Their egos match in size, and it is significant that Greer’s speech that night is not about legal equality, but artistic power, and the primacy of the male artistic voice over the female. A young gun herself at the time—wearing a slinky fur stole--but one intensely aware of her own celebrity (just as Mailer was of his), Greer was seeking to advance her own star-power as well as the rights of her sex.

Jill Johnston (Kate Valk) is a force neither Greer, who she flirts with, and Mailer can contain. Just as on film, the moment when Johnston and another woman kiss proves pivotal—so it is here. And suddenly, in the screen behind the actors, scenes from the 1971 film segue to scenes from another film, Maidstone, made the year before, starring Mailer in which he and the actor Rip Torn wrestle each other to the ground.The use of that footage means we get to see Mailer’s violence in all its forms: linguistic, menacing, and brutely physical. The actors even produce a hammer to evoke the one Mailer used in Maidstone, also asking us to imagine it as a gavel in which to bring order to the debate at Town Hall.

Valk is a wonderful Jill Johnston: flighty of voice, mischievous in intent, and strangely childlike when Mailer tries to cut her off. Greg Mehrten as Diana Trilling also brings to mind the character’s basilisk-steady command. She who will not be interrupted is as lofty as Mailer and Greer, and similarly not to be messed with. On the sides of the stage, Erin Mullin, Gareth Hobbs and Enver Chakartash are voices of scattered audience members, and a kissing partner of Jill’s. Mia Fliakos, Ari’s daughter (who he sweetly holds in his arms at the end), is charming as a small girl disturbed by the violence of the adults around her.The fragments of the 1971 Town Hall event are not reconstituted in total. The company has not simply produced a piece of tub-thumping feminism, positing Mailer as a sexist jerk to be mocked and condemned.

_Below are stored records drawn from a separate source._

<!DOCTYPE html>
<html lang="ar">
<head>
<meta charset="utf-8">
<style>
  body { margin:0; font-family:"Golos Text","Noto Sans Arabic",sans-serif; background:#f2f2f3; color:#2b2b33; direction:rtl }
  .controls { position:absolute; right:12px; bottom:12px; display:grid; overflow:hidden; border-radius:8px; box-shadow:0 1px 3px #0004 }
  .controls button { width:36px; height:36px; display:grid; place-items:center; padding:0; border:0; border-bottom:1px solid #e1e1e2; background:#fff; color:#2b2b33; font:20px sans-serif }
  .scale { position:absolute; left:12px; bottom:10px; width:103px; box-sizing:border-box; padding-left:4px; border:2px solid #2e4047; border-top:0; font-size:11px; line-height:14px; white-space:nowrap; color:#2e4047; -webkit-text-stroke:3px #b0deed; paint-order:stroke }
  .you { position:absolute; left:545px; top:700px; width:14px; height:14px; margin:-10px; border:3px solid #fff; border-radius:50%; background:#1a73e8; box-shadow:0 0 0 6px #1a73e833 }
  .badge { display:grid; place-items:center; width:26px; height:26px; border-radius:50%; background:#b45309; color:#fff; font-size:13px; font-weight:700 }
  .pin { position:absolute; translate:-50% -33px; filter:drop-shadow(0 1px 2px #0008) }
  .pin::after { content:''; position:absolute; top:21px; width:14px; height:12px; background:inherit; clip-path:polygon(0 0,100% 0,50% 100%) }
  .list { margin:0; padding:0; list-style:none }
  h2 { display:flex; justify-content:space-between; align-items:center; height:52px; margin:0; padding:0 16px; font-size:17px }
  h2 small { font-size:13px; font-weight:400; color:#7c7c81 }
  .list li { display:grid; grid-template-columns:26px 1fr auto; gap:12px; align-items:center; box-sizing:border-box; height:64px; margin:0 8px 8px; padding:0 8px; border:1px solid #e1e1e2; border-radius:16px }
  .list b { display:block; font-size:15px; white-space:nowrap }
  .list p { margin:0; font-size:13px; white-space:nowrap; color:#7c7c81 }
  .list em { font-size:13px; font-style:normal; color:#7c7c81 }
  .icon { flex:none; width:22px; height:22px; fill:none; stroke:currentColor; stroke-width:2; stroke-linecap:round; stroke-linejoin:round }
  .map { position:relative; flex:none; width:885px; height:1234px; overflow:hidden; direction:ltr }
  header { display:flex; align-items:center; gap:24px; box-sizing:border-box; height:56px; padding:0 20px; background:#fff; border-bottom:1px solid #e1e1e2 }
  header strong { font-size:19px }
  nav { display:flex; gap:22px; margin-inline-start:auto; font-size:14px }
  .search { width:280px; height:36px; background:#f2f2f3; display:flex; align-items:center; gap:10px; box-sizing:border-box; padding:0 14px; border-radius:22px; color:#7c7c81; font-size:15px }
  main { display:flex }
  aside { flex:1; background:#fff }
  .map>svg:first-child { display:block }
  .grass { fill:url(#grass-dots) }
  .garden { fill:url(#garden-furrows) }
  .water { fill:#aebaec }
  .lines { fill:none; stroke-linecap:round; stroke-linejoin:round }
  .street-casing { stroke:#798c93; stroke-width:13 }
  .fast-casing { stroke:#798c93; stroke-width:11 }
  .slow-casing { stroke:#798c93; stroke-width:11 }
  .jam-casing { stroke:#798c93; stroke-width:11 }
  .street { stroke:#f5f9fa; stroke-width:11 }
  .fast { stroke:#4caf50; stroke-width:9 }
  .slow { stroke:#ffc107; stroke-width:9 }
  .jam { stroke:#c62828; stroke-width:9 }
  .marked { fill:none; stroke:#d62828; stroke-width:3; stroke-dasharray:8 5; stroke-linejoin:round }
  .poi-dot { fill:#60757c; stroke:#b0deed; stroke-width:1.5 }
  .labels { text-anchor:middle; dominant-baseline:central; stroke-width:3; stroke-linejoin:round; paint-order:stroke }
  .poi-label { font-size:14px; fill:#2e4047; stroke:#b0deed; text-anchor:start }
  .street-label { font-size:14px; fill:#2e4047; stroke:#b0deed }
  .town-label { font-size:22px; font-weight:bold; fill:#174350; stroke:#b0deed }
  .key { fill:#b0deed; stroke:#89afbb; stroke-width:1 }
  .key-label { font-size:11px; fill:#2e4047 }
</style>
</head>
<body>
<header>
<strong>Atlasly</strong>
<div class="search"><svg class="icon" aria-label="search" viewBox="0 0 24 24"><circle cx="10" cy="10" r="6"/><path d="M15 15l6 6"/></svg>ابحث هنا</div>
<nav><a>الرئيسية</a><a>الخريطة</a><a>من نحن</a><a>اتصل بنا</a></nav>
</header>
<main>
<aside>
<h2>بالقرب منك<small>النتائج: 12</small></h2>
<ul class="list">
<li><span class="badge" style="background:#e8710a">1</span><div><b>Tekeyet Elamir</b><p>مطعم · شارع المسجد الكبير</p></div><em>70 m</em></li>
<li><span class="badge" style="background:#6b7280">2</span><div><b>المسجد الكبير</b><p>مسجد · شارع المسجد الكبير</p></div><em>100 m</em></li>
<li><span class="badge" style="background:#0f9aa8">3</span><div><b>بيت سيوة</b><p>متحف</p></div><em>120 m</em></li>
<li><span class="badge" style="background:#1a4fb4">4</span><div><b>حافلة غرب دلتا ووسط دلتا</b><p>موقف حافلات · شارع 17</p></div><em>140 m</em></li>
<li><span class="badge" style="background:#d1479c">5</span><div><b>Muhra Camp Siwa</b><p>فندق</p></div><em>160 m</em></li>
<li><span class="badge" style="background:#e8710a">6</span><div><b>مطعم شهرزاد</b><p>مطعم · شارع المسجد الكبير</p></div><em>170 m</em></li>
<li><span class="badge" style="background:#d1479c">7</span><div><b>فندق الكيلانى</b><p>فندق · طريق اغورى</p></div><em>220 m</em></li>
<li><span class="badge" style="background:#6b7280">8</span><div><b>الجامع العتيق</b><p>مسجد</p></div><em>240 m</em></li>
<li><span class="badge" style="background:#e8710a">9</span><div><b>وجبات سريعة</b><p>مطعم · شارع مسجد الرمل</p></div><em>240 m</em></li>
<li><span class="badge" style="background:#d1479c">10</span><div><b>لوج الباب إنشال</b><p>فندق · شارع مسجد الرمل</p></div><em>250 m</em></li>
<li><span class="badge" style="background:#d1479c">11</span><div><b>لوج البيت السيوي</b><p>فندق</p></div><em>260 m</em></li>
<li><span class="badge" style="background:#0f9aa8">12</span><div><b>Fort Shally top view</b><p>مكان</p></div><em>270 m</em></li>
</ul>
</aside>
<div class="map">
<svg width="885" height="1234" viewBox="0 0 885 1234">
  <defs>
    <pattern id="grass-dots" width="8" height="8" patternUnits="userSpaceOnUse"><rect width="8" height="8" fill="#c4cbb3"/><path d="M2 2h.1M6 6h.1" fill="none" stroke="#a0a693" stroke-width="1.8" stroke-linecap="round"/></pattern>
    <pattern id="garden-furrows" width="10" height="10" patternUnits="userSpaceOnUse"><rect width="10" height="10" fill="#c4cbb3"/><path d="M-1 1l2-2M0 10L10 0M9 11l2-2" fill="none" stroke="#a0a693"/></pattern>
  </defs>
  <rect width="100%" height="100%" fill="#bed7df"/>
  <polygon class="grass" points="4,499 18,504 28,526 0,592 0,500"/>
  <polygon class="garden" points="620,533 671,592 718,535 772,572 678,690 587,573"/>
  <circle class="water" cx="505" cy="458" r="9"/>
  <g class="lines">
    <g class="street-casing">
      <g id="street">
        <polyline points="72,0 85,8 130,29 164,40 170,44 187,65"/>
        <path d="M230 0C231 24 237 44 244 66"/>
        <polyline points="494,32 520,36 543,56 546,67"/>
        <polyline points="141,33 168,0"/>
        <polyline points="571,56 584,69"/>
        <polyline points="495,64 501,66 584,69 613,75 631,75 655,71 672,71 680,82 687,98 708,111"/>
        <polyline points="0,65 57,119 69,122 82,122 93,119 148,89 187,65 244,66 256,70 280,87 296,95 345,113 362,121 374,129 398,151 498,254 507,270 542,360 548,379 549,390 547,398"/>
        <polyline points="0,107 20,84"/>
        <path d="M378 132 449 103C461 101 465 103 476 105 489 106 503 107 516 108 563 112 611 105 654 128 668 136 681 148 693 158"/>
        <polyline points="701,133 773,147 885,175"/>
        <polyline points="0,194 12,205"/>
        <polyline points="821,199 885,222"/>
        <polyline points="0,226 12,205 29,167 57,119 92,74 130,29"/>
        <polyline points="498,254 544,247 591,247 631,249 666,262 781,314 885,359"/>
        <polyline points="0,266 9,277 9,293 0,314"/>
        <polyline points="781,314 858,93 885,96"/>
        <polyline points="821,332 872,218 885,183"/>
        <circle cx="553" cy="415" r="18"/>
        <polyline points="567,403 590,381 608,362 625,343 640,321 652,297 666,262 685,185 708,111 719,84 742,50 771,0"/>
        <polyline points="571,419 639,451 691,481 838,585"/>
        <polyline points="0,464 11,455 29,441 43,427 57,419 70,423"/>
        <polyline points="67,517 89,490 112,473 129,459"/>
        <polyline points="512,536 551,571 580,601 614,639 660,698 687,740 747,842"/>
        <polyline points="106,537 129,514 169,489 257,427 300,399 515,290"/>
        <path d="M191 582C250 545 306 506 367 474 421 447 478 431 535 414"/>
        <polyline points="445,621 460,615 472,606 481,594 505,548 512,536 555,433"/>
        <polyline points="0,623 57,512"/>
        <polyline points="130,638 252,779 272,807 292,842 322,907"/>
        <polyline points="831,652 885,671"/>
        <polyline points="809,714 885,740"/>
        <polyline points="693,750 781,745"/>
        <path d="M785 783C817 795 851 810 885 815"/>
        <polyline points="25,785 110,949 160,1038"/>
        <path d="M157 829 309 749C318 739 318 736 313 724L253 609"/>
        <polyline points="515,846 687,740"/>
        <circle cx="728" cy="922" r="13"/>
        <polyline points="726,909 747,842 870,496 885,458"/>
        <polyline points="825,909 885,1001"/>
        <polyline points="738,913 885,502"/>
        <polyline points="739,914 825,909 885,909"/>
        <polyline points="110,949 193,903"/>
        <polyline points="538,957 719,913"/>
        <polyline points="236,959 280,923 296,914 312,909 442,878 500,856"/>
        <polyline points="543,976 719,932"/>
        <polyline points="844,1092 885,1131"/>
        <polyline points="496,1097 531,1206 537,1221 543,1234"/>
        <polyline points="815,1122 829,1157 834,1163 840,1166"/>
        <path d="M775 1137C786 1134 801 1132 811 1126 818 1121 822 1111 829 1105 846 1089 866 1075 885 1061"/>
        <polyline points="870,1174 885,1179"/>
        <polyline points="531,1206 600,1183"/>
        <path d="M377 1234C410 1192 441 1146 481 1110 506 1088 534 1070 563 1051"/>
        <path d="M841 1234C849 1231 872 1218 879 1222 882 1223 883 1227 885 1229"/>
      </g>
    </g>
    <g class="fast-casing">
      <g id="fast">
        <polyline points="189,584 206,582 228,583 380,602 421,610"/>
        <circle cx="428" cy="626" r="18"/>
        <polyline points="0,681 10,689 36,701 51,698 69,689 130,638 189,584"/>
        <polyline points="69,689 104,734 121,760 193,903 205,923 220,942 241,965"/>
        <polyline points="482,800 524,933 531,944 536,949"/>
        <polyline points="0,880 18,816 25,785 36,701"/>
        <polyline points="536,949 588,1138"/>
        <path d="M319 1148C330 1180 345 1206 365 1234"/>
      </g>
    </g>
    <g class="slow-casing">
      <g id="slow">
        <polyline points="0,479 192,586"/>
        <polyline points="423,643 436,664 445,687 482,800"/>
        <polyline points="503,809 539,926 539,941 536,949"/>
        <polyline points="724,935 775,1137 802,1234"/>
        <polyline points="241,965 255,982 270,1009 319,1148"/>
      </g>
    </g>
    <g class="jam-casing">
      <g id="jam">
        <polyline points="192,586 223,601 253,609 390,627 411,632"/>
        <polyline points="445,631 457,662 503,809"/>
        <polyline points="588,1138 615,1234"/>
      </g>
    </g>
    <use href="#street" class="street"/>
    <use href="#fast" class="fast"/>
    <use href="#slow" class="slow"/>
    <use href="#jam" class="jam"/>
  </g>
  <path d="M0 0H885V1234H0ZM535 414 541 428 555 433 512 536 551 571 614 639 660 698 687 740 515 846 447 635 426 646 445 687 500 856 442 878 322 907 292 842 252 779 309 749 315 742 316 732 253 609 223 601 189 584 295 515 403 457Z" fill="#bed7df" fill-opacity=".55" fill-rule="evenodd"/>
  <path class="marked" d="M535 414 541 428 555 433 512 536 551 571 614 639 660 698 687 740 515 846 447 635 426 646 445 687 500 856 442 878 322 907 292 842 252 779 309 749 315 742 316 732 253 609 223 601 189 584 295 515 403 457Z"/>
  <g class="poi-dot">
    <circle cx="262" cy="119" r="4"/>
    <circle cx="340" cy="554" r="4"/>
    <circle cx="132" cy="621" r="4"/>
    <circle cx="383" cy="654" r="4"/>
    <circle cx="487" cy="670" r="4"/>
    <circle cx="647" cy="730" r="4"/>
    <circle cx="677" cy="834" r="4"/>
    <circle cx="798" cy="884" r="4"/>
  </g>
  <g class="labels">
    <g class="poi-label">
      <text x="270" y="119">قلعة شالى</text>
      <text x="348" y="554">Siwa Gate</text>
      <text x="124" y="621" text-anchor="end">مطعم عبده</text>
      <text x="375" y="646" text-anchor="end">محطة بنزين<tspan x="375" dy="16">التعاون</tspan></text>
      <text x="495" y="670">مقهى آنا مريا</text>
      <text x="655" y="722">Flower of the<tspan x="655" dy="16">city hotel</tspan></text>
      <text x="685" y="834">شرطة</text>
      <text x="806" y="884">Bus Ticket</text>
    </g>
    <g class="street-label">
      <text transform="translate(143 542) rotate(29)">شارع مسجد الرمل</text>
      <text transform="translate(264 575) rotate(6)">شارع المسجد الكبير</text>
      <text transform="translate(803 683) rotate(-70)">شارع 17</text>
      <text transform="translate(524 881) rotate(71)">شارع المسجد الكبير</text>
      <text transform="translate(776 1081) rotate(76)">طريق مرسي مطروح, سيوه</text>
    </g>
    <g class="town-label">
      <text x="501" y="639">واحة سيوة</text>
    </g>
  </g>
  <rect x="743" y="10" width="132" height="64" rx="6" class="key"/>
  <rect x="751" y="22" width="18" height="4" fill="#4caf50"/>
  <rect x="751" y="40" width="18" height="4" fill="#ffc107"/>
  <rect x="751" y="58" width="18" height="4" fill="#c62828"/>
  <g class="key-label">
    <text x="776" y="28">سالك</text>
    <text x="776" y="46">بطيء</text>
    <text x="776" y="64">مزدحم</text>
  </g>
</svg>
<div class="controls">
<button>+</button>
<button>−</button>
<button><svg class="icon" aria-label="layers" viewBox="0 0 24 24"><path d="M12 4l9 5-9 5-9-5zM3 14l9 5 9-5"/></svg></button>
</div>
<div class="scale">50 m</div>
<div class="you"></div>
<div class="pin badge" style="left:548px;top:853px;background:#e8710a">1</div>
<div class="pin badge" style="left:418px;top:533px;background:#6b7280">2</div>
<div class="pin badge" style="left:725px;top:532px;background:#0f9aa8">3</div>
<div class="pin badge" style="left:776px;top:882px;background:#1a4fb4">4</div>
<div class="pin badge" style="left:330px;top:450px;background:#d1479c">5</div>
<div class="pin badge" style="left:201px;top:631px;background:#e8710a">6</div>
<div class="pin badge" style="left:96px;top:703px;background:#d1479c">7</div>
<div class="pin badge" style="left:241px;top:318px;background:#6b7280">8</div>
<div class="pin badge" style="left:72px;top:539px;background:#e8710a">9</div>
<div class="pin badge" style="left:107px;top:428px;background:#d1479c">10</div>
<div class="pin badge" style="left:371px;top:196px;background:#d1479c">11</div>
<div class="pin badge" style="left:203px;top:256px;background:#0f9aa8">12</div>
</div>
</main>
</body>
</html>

Instead, the Wooster Group cleverly blurs the already blurred lines of that night to tell us something new about fractious masculinity and fractious early modern feminism. It was, like the social media universe of today, a time of so many voices, all jostling for attention. But back then, debates were conducted as debates, as opposed to landing zingers. Now, the notion of debate is more polarized, and—with the political stakes so high—there are few smiles to be had. What seemed like entertaining cultural prize-fights in 1971 are now urgent matters of rights, equality, and dignity being stripped from women and minority communities. If there is a nostalgia about The Town Hall Affair it might be a nostalgia about discourse. Here are a group of people—all well-known writers and cultural avatars—with opposing views, willing to talk. They may not totally respect one another. They may not understand one another. They are also arrogant—Greer’s putdown of one sexist in the audience is wonderful—but they are also an chaotic compendium of our own clashing political and cultural beliefs. The night might be a car-crash of personalities, but all its participants leave unscathed, smiling to themselves as the evening ends.In contrast, in today’s extremity-filled echo chamber we demand the right to speak having willingly forsaken the ability to listen.